It’s not very long ago that the Supreme Court issued an opinion about social security eligibility for kids conceived after the death of the genetic father. I wrote about it here. If you look back that what you’ll see is that in that case an administrative agency (it was social security) had rules about when a person was a “child.” The Court held that the rules were good enough–not the only imaginable set of rules, but one possible set of rules.
One thing that can make you slightly crazy is that there are many different definitions of family law terms that are in use in our law. They are not always consistent. Thus, the definition of “child” in social security (which is actually an incorporation of a state law standard) is not the same as the definition of child for all other purposes.
Now as I say, this can make you slightly crazy, but there’s actually a good reason for the variation. The words used–“parent,” “child,” “family,” or whatever–are there for a purpose. They define a class of people eligible for (or perhaps not eligible for) a particular federal benefit or program. And since different federal benefits and programs are around for different reasons, they may need to use different definitions.
This will be more clear if I give an example and you can probably tell I’m working up to one here. I’m thinking about the Family and Medical Leave Act (FMLA) and who it protects.
Now the FMLA, as you may know, is the federal statute that mandates unpaid time off for a limited group of employees (basically you have to work for a big enough company) for qualified medical and family reasons. Seen in global perspective, it is a pretty pathetic set of benefits (I think most other countries provide better protections than the FMLA does) but it is what we have.
The idea is that you get unpaid time off (but you get to go back to your job, at least) to take care of a family member under certain circumstances. Clearly we need a definition of family members.
The definition is provided by the US Department of Labor and you can read a bit about it here. The material I’ve linked to addresses a specific problem: The statute refers to a “son or daughter.” Given that language, who gets to take time off to care for a child? It’s up to the agency to determine the meaning of the words and give them more specific content.
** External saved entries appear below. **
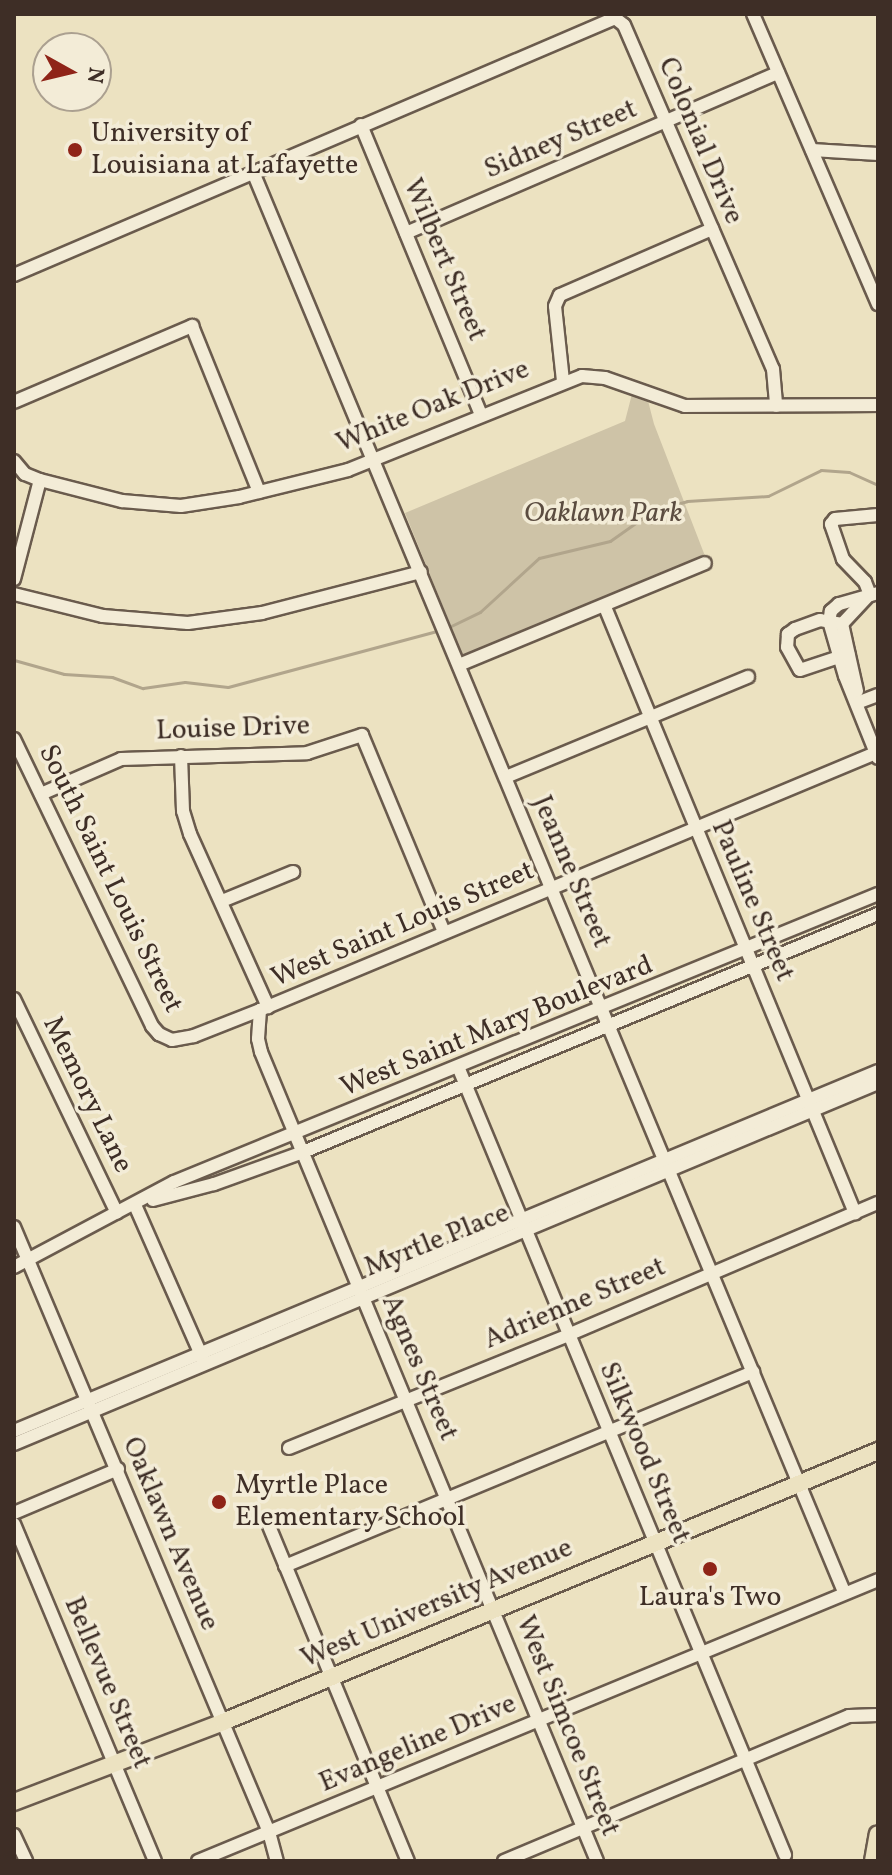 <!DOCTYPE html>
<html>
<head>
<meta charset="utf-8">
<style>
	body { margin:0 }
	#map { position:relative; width:892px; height:1875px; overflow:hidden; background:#ece2c1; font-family:Vollkorn,serif }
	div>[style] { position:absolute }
	.green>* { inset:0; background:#cec3a7 }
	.stream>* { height:3px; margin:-1.5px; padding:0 1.5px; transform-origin:1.5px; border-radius:1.5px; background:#b1a58c }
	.roads { filter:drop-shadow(2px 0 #6a5b4d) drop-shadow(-2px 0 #6a5b4d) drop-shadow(0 2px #6a5b4d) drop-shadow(0 -2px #6a5b4d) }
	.minor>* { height:12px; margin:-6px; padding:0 6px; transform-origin:6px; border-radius:6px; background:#f3ecd7 }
	.major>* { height:16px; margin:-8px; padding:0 8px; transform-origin:8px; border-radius:8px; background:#ece2c1 }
	.dots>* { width:22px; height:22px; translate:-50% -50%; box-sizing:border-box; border:4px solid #f3ecd7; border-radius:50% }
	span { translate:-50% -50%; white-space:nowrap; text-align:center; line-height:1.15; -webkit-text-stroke:7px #f3ecd7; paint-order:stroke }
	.poi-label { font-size:28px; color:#3e2e26 }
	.left { translate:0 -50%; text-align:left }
	.street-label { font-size:28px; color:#3e2e26 }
	.park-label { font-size:28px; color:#5b4c40; font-style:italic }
	.frame { position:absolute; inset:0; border:16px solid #3e2e26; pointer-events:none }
	.north { position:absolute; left:32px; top:32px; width:80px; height:80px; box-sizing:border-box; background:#f3ecd7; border:2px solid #aba090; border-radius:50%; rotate:98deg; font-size:22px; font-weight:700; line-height:32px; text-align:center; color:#3e2e26 }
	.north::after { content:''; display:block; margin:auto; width:28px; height:36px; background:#8f2418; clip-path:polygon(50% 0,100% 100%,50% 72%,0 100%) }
</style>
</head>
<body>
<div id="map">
	<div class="green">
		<i style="clip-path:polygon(632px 394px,647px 397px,654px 424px,705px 556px,463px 656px,405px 513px,625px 421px)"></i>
	</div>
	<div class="stream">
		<i style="left:447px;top:628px;width:37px;rotate:-26deg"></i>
		<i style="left:480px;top:612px;width:80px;rotate:-42.5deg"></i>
		<i style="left:539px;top:558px;width:73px;rotate:-13.5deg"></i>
		<i style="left:610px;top:541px;width:54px;rotate:-35.2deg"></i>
		<i style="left:654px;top:510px;width:34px;rotate:-15deg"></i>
		<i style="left:687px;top:501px;width:81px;rotate:-3.5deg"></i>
		<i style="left:768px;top:496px;width:59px;rotate:-26.1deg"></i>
		<i style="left:821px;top:470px;width:28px;rotate:4deg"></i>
		<i style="left:849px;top:472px;width:32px;rotate:24deg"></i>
		<i style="left:14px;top:660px;width:52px;rotate:15.6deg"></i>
		<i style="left:64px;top:674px;width:48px;rotate:3.6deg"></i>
		<i style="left:112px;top:677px;width:33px;rotate:20deg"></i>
		<i style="left:143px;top:688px;width:42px;rotate:-8.1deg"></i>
		<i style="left:185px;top:682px;width:43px;rotate:6.6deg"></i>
		<i style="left:228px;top:687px;width:220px;rotate:-15deg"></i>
	</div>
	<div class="roads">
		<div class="minor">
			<i style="left:753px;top:14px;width:316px;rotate:66.7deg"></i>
			<i style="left:361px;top:125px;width:314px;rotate:67.5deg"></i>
			<i style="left:812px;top:150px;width:66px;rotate:3.5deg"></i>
			<i style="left:253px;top:172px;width:1538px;rotate:67.4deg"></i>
			<i style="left:406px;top:233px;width:405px;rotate:-23.3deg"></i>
			<i style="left:14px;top:275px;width:654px;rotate:-23.15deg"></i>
			<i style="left:615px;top:18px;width:11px;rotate:38deg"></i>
			<i style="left:624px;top:25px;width:375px;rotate:66.6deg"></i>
			<i style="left:773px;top:369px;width:37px;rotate:85deg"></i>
			<i style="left:563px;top:381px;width:75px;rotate:-96.1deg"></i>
			<i style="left:555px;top:306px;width:12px;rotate:-66deg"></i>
			<i style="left:560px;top:295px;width:166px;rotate:-23.5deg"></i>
			<i style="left:14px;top:402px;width:194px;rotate:-23.1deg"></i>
			<i style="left:192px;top:326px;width:179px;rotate:68deg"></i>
			<i style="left:14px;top:461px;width:17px;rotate:50deg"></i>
			<i style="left:25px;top:474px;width:16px;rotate:22deg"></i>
			<i style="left:40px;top:480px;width:85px;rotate:14.4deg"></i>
			<i style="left:122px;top:501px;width:59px;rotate:4.8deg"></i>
			<i style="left:181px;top:506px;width:59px;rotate:-8.8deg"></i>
			<i style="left:239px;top:497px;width:112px;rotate:-13.9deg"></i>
			<i style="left:348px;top:470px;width:252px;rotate:-21.9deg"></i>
			<i style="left:582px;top:376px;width:23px;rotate:5deg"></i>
			<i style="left:605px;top:378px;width:85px;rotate:19.3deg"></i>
			<i style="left:685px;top:406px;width:193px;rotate:-0.3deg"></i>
			<i style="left:14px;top:579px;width:102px;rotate:-75.3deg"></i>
			<i style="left:878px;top:593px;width:41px;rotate:164.2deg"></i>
			<i style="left:839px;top:604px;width:11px;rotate:139deg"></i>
			<i style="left:831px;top:611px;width:10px;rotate:101deg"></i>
			<i style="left:829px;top:621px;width:57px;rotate:73.8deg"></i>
			<i style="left:845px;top:676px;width:88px;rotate:68.1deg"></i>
			<i style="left:14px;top:594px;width:92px;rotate:13.9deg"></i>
			<i style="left:103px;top:616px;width:85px;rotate:4.7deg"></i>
			<i style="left:188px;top:623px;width:75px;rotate:-7.7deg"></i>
			<i style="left:262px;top:613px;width:164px;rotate:-14.5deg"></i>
			<i style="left:870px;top:595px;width:14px;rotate:-111deg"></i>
			<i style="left:865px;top:582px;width:32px;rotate:-134deg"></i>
			<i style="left:843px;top:559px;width:37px;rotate:-109deg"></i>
			<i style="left:831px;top:524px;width:6px;rotate:-51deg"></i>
			<i style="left:835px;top:519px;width:43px;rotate:-5.3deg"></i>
			<i style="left:605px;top:607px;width:656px;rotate:67.58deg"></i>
			<i style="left:842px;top:624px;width:22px;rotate:-170deg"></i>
			<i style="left:820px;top:620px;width:27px;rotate:160deg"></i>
			<i style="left:795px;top:629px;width:9px;rotate:144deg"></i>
			<i style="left:788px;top:634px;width:13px;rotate:94deg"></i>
			<i style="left:787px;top:647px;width:26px;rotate:61deg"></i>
			<i style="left:800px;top:670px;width:51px;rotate:-18.4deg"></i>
			<i style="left:459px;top:665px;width:266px;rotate:-22.5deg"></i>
			<i style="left:857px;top:691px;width:69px;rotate:-102.6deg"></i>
			<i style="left:842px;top:624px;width:40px;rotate:-47deg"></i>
			<i style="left:857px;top:703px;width:22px;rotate:-21deg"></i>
			<i style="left:14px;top:739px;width:318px;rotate:64.3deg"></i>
			<i style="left:152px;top:1026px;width:11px;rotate:49deg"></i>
			<i style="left:159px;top:1034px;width:14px;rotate:25deg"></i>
			<i style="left:172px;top:1040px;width:22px;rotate:-10deg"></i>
			<i style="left:194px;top:1036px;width:71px;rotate:-21.5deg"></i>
			<i style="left:260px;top:1010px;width:670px;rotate:-22.66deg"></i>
			<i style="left:181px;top:756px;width:55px;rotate:87.9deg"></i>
			<i style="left:183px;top:811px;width:24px;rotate:73deg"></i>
			<i style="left:190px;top:834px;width:190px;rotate:65.7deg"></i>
			<i style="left:506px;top:777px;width:262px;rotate:-22.5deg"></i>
			<i style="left:41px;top:794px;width:87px;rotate:-23.6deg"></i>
			<i style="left:121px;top:759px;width:186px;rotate:-1.8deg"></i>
			<i style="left:307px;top:753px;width:58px;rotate:-18.1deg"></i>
			<i style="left:362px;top:735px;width:213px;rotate:67.4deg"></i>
			<i style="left:222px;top:901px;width:77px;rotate:-22.2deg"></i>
			<i style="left:14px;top:999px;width:237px;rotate:64.3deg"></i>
			<i style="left:260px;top:1010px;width:29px;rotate:94deg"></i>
			<i style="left:258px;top:1039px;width:13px;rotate:77deg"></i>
			<i style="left:261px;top:1052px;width:876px;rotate:67.45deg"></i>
			<i style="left:459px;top:1069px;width:851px;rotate:67.47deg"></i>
			<i style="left:153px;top:1200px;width:63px;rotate:-14.7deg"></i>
			<i style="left:214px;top:1184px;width:95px;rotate:-19.8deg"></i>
			<i style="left:303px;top:1152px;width:622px;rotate:-22.49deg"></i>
			<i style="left:135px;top:1205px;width:168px;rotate:66.2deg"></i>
			<i style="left:14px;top:1227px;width:657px;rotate:67.15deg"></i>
			<i style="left:269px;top:1832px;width:30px;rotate:75deg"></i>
			<i style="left:14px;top:1267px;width:181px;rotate:-28deg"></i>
			<i style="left:174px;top:1182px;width:761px;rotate:-22.25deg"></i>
			<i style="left:14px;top:1431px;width:936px;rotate:-22.62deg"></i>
			<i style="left:14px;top:1444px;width:936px;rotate:-22.68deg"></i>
			<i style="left:289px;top:1448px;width:301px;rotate:-22deg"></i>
			<i style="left:568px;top:1335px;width:337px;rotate:-23.1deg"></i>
			<i style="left:14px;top:1513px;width:113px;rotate:-22.9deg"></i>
			<i style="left:14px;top:1524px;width:365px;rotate:67.3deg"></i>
			<i style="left:269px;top:1526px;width:363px;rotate:67.5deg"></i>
			<i style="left:285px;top:1566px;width:507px;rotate:-22.52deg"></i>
			<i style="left:14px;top:1835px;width:29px;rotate:65deg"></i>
			<i style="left:198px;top:1861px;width:736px;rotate:-22.45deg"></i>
			<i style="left:504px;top:1861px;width:374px;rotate:-22.8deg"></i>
			<i style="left:849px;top:1716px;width:29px;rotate:-2deg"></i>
		</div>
		<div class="major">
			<i style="left:14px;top:1802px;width:224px;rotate:-20.9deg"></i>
			<i style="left:223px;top:1722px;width:709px;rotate:-22.48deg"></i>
			<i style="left:873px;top:1861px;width:27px;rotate:-80deg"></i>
		</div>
	</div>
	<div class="dots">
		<i style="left:75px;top:150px;background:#8f2418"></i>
		<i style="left:219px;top:1502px;background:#8f2418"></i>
		<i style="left:710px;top:1569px;background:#8f2418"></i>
	</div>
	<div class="poi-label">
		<span class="left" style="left:91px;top:150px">University of<br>Louisiana at Lafayette</span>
		<span class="left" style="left:235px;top:1502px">Myrtle Place<br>Elementary School</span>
		<span style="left:710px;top:1598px">Laura's Two</span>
	</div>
	<div class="street-label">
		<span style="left:561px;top:140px;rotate:-23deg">Sidney Street</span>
		<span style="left:700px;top:141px;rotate:67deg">Colonial Drive</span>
		<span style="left:444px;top:260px;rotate:67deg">Wilbert Street</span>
		<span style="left:433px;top:407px;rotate:-22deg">White Oak Drive</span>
		<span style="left:233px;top:729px;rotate:-2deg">Louise Drive</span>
		<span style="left:571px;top:872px;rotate:67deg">Jeanne Street</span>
		<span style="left:110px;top:879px;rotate:64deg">South Saint Louis Street</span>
		<span style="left:752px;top:901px;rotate:67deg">Pauline Street</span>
		<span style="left:403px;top:925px;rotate:-23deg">West Saint Louis Street</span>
		<span style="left:497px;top:1027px;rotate:-22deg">West Saint Mary Boulevard</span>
		<span style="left:87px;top:1095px;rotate:64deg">Memory Lane</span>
		<span style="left:437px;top:1241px;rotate:-22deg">Myrtle Place</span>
		<span style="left:575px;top:1304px;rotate:-23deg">Adrienne Street</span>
		<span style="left:419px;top:1368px;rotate:67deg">Agnes Street</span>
		<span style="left:644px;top:1453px;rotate:67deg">Silkwood Street</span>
		<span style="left:170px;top:1534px;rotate:67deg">Oaklawn Avenue</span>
		<span style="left:437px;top:1604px;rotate:-23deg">West University Avenue</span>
		<span style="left:107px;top:1683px;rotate:67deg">Bellevue Street</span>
		<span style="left:567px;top:1726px;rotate:68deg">West Simcoe Street</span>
		<span style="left:418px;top:1744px;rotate:-23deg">Evangeline Drive</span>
	</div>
	<div class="park-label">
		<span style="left:603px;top:514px">Oaklawn Park</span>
	</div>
	<div class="frame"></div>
	<div class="north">N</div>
</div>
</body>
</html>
It seems pretty clear that given the purpose of the FMLA a “son or daughter” has to include an adopted child. It also probably ought to include a child conceived via ART with or without third-party gametes. What you want to focus on isn’t the genetics, it’s who is caring for the child–who needs to bond, etc. As the DOL document says:
Congress intended the definition of “son or daughter” to reflect“the reality that many children in the United States today do not live in traditional ‘nuclear’ families with their biological father and mother. Increasingly, those who find themselves in need of workplace accommodation of their child care responsibilities are not the biological parent of the children they care for, but their adoptive, step, or foster parents, their guardians, or sometimes simply their grandparents or other relatives or adults.”
The problem isn’t the cases I mentioned before–ART or adoption–but, as the document says, what about instances where a person is caring for a child but there is no (formal) legal or biological parent/child relationship?
The DOL uses the concept of in loco parentis to draw the line. I’ll include a lengthy quote here so that you can get a flavor of what this means.
In loco parentis is commonly understood to refer to “a person who has put himself in the situation of a lawful parent by assuming the obligations incident to the parental relation without going through the formalities necessary to legal adoption. It embodies the two ideas of assuming the parental status and discharging the parental duties.” Niewiadomski v. U.S., 159 F.2d 683, 686 (6th Cir. 1947) (quotations omitted). Black’s Law Dictionary defines the term in loco parentis as “in the place of a parent.” Black’s Law Dictionary 803 (8th ed. 2004). “The key in determining whether the relationship of in loco parentis is established is found in the intention of the person allegedly in loco parentis to assume the status of a parent toward the child. The intent to assume such parental status can be inferred from the acts of the parties.” Dillon v. Maryland-National Capital Park and Planning Comm’n, 382 F. Supp. 2d 777, 787 (D. Md. 2005), aff’d 258 Fed. Appx. 577 (4th Cir. 2007) (citations omitted; emphasis in original).
And it makes clear that you can have two legal parents and someone else who is in loco parentis and therefore is entitled to the protections of the FMLA.
There’s a way in which this little exercise flies in the face of what I’ve spent so much time thinking about on this blog–the big questions like “who is a parent?” It suggests that we have to answer these questions one by one, depending on the context. The DOL definition here may not be right for social security or other purposes, but it is the right answer for this situation.
I figured it was worth a bit of thought.